The Penguins have completed their preseason slate of games. The only thing left to do now for the coaching staff and management is to select the opening day roster – which must be submitted to the NHL by 5 p.m. on Oct. 7.
Most of the talk heading into Penguins’ training camp regarding the team’s roster centered around who will play among the Top-6 forwards.
But another question, which is just as important, is who will be on the Bottom-6.
After reviewing the Penguins’ roster from last season, new general manager Jim Rutherford wanted to improve the team’s Bottom-6 group. Via trades and free agent signings, Rutherford bolstered the team with players like Nick Spaling, Steve Downie and Blake Comeau.
But one player that shouldn’t be ignored to fill such a role is 20-year-old Oskar Sundqvist.
Sundqvist, the Penguins’ third-round pick (81st overall) of the 2012 NHL Draft, is exactly the type of player to fit on a third and fourth line. He plays a physical game, likes to agitate his opponents, has an attitude on the ice, crashes the net and will fight in the corners and on the boards.
“Play hard, simple, go to the net,” Sundqvist said of his style.
But during the preseason, he’s even chipped in offensively. In five contests, Sundqvist had two goals, three points and 11 shots.
“He’s had a very good preseason,” head coach Mike Johnston said. “Every game, no matter where I seem to play him, if he’s with very experienced players or he’s in more of a checking situation, he seems to have responded.
“He’s a very good prospect. I mentioned the other day, I really thought out of this camp, he’s a guy that took a big step. He’s got size, he’s good both ways, he’s responsible, so he’s going to be a very good player for this organization.”

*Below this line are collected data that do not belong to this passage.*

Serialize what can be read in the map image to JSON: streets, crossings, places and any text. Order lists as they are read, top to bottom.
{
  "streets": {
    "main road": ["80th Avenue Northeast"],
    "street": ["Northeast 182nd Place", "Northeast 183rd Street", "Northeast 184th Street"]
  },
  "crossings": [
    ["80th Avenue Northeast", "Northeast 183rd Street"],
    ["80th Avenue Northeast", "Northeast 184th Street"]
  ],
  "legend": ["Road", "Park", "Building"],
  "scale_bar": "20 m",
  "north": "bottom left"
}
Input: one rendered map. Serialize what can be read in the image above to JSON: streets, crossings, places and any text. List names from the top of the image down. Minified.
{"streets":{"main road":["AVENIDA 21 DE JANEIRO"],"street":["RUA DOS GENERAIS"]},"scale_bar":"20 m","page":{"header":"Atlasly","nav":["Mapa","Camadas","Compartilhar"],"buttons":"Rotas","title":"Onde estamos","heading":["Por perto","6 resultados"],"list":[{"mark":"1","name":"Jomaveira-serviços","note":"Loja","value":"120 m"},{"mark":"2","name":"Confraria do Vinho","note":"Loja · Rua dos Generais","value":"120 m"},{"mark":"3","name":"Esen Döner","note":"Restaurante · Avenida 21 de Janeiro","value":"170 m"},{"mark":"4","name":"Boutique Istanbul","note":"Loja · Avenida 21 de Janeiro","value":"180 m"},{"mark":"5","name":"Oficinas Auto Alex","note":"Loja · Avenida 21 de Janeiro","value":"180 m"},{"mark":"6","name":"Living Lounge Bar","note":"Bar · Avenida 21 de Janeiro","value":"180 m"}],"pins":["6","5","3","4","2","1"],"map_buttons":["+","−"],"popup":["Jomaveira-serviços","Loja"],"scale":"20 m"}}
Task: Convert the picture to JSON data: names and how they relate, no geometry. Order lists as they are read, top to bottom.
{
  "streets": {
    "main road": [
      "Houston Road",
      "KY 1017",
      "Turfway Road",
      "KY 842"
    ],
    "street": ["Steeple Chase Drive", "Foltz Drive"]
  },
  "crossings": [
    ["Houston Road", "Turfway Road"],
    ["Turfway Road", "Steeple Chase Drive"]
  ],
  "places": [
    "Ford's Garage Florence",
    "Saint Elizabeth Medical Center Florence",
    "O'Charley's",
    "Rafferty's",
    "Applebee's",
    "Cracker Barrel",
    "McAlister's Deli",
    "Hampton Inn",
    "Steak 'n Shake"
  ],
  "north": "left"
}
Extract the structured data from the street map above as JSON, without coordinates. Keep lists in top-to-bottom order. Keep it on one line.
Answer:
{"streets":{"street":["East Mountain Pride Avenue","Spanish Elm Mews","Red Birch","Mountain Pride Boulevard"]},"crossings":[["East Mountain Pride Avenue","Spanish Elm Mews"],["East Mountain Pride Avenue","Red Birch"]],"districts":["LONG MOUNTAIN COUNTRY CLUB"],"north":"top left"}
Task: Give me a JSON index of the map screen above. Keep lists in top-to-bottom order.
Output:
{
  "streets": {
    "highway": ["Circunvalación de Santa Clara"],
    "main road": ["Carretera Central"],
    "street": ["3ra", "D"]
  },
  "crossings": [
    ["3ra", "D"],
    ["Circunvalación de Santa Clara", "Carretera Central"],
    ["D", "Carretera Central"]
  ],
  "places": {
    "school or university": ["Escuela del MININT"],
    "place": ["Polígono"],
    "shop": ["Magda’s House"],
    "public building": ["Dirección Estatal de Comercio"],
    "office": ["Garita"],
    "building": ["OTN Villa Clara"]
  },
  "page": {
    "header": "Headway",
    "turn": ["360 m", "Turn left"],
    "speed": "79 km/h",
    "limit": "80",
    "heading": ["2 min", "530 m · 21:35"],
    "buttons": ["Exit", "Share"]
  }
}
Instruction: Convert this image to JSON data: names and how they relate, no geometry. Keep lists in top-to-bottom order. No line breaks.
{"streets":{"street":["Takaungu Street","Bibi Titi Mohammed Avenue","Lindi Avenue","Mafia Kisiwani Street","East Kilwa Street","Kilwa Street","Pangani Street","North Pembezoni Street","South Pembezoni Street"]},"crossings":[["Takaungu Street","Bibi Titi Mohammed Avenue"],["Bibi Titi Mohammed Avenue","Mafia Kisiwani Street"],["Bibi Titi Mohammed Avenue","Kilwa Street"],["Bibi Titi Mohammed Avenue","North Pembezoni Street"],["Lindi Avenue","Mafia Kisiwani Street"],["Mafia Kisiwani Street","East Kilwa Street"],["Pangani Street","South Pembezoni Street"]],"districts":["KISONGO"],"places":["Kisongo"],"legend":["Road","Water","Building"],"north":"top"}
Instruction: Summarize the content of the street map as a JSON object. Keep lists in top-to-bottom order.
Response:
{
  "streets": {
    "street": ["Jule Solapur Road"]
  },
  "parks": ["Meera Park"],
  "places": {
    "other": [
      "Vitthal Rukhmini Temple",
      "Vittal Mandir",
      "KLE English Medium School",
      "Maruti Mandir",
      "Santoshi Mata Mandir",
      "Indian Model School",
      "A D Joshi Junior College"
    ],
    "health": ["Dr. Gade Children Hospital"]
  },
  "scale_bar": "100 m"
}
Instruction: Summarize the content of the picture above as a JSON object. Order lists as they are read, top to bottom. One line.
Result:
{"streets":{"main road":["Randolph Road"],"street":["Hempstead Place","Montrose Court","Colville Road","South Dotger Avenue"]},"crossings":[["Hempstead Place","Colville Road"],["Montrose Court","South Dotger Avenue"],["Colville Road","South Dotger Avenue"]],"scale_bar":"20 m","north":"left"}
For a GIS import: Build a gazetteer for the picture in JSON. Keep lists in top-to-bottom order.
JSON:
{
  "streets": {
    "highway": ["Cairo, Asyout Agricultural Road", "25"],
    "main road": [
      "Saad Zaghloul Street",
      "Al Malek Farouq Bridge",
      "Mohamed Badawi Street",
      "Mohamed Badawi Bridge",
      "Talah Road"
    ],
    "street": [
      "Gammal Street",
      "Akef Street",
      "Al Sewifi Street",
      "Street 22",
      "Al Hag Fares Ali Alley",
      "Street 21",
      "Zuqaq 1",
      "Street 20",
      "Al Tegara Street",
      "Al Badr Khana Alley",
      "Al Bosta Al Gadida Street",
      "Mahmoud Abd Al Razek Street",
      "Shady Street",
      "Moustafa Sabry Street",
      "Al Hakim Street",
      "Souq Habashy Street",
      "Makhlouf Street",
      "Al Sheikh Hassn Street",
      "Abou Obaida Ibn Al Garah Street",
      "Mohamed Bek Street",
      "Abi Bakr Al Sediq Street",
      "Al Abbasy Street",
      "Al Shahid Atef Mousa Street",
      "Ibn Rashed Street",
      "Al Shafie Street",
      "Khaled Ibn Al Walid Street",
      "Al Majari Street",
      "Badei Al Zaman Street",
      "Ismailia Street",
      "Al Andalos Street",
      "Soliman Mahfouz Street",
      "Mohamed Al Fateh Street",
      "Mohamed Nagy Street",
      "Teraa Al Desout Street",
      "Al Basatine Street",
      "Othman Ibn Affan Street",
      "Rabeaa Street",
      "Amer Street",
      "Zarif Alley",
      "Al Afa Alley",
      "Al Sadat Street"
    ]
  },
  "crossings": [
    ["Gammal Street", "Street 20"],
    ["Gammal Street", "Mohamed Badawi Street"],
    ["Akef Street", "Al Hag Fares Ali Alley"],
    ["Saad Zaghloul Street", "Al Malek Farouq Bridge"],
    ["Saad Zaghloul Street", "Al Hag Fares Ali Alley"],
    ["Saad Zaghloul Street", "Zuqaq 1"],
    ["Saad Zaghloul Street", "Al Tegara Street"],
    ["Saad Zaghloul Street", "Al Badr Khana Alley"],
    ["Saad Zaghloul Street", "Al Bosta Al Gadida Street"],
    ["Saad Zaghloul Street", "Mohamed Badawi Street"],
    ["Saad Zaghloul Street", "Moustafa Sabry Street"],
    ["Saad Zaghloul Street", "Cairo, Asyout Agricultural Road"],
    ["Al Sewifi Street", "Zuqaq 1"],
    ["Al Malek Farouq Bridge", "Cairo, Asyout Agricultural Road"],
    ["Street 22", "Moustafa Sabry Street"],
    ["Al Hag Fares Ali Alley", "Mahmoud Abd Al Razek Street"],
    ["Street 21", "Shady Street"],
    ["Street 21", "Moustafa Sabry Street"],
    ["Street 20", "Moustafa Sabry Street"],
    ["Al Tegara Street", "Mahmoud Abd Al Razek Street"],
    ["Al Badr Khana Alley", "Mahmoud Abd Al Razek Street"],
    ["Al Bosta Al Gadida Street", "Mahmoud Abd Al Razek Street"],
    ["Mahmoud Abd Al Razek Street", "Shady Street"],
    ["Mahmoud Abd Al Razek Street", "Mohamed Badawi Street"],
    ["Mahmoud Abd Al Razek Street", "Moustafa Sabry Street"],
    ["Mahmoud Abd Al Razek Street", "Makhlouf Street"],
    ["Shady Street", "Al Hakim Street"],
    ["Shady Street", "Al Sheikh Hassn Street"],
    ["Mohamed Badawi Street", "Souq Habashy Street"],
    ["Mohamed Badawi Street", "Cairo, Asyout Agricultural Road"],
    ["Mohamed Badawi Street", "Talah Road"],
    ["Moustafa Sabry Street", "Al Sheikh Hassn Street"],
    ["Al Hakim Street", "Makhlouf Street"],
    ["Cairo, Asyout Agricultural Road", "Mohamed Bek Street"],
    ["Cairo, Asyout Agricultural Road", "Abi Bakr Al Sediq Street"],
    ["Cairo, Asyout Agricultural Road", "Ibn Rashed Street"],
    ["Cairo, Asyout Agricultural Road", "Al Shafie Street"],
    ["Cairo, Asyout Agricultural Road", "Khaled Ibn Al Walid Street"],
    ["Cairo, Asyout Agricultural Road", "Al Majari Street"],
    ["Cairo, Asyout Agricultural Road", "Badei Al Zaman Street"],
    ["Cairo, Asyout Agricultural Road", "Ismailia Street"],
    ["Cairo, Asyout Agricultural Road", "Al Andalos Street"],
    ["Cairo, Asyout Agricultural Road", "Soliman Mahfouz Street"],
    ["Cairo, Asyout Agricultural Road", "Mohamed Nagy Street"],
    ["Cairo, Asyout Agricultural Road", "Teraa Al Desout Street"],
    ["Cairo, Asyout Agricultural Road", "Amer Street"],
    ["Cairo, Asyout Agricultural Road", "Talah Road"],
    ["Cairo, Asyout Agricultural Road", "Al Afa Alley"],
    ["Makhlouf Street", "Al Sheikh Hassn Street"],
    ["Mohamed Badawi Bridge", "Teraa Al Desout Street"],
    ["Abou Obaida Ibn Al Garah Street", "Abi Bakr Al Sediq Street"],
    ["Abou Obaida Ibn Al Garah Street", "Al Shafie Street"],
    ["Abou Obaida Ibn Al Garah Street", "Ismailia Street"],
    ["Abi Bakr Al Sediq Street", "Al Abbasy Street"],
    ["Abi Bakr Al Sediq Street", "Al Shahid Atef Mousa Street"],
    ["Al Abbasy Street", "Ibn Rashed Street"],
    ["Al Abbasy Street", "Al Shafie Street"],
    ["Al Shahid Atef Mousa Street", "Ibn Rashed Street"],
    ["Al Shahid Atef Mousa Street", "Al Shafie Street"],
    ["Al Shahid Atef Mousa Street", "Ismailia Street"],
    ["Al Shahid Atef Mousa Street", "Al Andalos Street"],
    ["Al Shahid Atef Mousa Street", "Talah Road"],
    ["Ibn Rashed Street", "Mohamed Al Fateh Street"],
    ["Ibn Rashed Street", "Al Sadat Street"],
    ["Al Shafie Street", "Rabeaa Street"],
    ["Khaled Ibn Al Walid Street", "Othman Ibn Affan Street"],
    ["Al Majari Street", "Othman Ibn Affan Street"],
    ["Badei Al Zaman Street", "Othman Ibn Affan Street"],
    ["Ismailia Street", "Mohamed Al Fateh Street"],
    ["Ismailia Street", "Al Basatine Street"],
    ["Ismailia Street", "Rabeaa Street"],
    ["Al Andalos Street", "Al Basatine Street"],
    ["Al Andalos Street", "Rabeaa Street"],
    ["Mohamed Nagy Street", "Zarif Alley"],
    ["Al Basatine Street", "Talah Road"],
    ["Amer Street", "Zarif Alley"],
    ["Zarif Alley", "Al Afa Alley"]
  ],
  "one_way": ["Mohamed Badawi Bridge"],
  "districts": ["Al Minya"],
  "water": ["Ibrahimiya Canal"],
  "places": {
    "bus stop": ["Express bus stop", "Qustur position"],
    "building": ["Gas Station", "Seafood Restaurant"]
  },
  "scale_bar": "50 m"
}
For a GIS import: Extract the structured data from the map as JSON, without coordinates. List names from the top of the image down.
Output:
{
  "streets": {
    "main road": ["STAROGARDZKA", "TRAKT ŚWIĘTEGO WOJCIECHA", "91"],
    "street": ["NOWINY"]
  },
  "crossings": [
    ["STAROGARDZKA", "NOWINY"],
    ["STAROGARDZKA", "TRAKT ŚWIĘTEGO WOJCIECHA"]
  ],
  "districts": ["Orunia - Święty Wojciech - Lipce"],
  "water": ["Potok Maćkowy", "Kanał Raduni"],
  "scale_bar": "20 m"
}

Sundqvist (6-foot-3, 209 pounds) has played his entire career in Sweden for the Swedish Elite League (SEL) team Skelleftea. He saw his first action on the smaller ice surface during training camp and in the preseason. But after the first game, Sundqvist adjusted to the limited space.
“It took one game and the adjustment wasn’t a problem,” Sundqvist said. “The first game I felt a little bit lost. But it was pretty easy for me.”
Over the next few days as the Pens map out their roster, Sundqvist is a name that will be a part of the discussion. Should the team keep him on the roster? Send him to Wilkes-Barre/Scranton of the American Hockey League? Or return him to Sweden?
“We talked about it the other day, and he’s led to a lot of conversations between our coaching staff and management,” Johnston said. “We’ll have some tough conversations over the next few days as to what we do now.”
Sundqvist has forced his name to be a part of those conversations. He’s done the best he could in his audition at training camp and in preseason action. Now all he can do is wait and see where his next step will be.
“It’s been a good training camp for me. Everything has been good,” Sundqvist said. “If I’m going back to Sweden or staying here for a couple of weeks, we’ll have to wait and see.”